Work to be completed » Find the string "content" in the data, and copy out each line that has it.
+++ Raw data
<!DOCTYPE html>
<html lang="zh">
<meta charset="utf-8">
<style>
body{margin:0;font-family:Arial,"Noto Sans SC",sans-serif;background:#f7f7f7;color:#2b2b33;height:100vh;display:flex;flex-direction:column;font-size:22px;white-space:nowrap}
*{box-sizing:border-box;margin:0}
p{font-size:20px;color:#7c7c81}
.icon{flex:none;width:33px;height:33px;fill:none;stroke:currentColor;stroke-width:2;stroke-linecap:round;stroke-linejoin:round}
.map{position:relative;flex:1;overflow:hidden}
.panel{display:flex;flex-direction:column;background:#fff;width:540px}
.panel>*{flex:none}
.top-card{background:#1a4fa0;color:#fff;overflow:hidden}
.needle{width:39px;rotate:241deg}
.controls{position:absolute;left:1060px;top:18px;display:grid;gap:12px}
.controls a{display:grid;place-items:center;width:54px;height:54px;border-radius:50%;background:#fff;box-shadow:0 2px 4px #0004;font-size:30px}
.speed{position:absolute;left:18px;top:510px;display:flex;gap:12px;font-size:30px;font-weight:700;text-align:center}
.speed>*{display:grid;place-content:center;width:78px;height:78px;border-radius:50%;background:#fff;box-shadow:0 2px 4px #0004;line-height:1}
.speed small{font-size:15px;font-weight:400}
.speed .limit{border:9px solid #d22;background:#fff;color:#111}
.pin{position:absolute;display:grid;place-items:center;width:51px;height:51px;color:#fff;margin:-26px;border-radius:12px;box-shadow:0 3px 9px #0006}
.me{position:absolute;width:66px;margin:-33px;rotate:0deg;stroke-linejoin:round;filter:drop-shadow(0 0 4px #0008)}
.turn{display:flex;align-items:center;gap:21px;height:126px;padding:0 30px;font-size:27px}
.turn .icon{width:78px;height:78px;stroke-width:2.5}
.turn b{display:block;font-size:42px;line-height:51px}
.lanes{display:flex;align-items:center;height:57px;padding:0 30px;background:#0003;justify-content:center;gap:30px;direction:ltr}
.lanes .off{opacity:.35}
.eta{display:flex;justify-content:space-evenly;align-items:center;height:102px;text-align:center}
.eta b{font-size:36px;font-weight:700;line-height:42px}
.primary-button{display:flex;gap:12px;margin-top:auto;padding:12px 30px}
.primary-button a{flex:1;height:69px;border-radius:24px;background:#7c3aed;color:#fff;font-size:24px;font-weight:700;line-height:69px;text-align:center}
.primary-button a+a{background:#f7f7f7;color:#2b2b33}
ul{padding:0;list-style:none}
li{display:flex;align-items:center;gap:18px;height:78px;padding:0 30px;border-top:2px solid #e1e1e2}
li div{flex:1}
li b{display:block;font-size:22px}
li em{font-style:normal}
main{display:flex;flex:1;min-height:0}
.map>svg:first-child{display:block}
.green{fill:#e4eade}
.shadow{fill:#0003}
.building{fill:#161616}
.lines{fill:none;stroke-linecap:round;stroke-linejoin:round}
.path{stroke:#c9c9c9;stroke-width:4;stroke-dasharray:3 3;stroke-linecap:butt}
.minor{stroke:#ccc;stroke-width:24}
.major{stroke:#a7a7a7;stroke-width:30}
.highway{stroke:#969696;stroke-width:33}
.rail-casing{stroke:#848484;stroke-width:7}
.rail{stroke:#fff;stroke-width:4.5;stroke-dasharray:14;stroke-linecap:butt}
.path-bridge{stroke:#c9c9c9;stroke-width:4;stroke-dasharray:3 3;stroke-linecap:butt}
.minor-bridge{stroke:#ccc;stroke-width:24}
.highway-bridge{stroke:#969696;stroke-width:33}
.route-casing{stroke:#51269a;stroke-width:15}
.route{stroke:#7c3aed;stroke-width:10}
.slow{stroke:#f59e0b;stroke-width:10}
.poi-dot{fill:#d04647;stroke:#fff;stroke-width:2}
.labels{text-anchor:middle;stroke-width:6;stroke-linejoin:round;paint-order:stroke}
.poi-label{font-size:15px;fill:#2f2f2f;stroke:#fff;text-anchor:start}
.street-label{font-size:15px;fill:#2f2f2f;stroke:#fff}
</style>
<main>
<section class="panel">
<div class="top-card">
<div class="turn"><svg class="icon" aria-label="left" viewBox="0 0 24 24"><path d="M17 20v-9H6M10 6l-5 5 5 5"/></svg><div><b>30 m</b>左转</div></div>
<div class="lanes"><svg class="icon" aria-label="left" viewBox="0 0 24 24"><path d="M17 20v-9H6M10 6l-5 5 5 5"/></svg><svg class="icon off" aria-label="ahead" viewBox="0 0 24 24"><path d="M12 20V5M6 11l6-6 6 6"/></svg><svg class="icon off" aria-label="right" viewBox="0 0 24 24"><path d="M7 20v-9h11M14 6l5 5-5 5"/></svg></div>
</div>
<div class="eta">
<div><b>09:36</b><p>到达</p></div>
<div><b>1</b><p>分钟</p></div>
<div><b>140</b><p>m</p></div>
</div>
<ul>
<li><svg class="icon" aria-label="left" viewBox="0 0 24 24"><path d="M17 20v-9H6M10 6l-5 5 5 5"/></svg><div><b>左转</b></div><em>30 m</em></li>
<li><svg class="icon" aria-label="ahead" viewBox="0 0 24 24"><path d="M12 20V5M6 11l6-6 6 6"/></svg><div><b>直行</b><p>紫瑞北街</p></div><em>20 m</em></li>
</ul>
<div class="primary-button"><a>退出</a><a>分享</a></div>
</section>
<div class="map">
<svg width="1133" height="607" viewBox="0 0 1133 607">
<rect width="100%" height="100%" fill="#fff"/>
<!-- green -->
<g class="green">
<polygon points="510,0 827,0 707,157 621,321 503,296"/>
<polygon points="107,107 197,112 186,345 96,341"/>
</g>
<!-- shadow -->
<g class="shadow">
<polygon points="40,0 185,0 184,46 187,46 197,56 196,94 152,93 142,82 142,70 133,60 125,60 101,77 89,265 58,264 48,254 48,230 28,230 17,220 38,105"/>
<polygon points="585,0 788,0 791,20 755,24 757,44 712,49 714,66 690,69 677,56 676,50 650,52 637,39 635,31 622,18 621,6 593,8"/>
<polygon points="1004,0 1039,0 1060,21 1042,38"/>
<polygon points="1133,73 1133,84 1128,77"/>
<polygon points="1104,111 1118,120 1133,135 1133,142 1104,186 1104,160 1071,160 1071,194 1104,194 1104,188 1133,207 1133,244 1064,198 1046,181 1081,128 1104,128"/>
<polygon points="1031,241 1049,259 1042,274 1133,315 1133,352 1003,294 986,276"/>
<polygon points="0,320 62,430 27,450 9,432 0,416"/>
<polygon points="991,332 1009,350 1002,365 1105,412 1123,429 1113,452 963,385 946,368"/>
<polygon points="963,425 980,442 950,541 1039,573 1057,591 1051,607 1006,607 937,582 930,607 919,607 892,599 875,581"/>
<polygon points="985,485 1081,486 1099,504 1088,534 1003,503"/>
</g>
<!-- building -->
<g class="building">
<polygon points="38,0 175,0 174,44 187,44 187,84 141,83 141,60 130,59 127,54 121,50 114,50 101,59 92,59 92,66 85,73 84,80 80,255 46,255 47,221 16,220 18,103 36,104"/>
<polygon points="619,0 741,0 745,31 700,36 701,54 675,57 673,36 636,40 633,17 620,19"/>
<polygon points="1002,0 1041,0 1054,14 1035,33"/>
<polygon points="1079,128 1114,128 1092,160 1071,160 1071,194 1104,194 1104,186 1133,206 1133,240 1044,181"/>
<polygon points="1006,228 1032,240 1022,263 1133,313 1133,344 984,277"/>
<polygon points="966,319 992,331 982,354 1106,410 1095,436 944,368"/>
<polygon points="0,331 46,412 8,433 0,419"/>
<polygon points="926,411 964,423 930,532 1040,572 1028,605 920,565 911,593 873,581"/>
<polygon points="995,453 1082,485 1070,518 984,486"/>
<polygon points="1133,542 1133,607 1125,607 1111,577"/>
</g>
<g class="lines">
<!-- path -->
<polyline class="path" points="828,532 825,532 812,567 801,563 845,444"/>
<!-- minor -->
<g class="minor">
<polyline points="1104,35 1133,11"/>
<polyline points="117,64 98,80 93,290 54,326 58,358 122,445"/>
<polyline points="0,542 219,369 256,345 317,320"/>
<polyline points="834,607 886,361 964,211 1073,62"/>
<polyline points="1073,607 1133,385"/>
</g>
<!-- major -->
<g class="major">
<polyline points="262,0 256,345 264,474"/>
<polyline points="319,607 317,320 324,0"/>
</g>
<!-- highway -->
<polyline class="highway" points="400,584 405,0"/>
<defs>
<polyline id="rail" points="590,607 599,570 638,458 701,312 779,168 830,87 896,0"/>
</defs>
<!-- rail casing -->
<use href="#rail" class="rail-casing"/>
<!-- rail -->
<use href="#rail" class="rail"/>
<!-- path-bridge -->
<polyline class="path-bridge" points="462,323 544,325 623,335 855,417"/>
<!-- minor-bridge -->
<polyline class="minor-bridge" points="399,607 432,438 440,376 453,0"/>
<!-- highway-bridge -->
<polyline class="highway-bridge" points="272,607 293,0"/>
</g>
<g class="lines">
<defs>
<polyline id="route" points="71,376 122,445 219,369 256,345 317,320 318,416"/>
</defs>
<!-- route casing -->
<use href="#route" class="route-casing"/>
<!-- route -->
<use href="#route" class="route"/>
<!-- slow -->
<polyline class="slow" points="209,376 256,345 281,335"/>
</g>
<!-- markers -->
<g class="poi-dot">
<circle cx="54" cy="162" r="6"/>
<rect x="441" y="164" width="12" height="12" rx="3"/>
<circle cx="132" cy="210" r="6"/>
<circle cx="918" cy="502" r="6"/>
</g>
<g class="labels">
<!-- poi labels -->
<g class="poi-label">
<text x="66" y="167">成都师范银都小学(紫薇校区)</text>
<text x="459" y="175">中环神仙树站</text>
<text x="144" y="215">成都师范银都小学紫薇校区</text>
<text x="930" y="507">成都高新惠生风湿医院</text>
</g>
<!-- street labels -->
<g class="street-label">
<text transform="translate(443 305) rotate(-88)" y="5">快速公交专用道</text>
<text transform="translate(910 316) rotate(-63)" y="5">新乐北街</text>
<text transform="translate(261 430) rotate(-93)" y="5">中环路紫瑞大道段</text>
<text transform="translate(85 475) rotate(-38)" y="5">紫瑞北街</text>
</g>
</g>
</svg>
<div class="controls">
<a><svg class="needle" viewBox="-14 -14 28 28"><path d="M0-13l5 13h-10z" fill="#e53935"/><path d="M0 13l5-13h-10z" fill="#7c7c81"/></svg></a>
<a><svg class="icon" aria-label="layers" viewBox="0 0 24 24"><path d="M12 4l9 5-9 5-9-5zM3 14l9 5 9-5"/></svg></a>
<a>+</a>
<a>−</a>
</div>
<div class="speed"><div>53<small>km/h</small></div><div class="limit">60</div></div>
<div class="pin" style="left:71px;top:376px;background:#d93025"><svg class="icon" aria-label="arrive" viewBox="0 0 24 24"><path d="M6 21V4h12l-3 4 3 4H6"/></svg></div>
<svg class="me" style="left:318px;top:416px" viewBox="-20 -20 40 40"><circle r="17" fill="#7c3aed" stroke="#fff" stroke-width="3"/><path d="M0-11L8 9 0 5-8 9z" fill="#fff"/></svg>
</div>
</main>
++++++
Task answer »
.speed>*{display:grid;place-content:center;width:78px;height:78px;border-radius:50%;background:#fff;box-shadow:0 2px 4px #0004;line-height:1}
.lanes{display:flex;align-items:center;height:57px;padding:0 30px;background:#0003;justify-content:center;gap:30px;direction:ltr}
.eta{display:flex;justify-content:space-evenly;align-items:center;height:102px;text-align:center}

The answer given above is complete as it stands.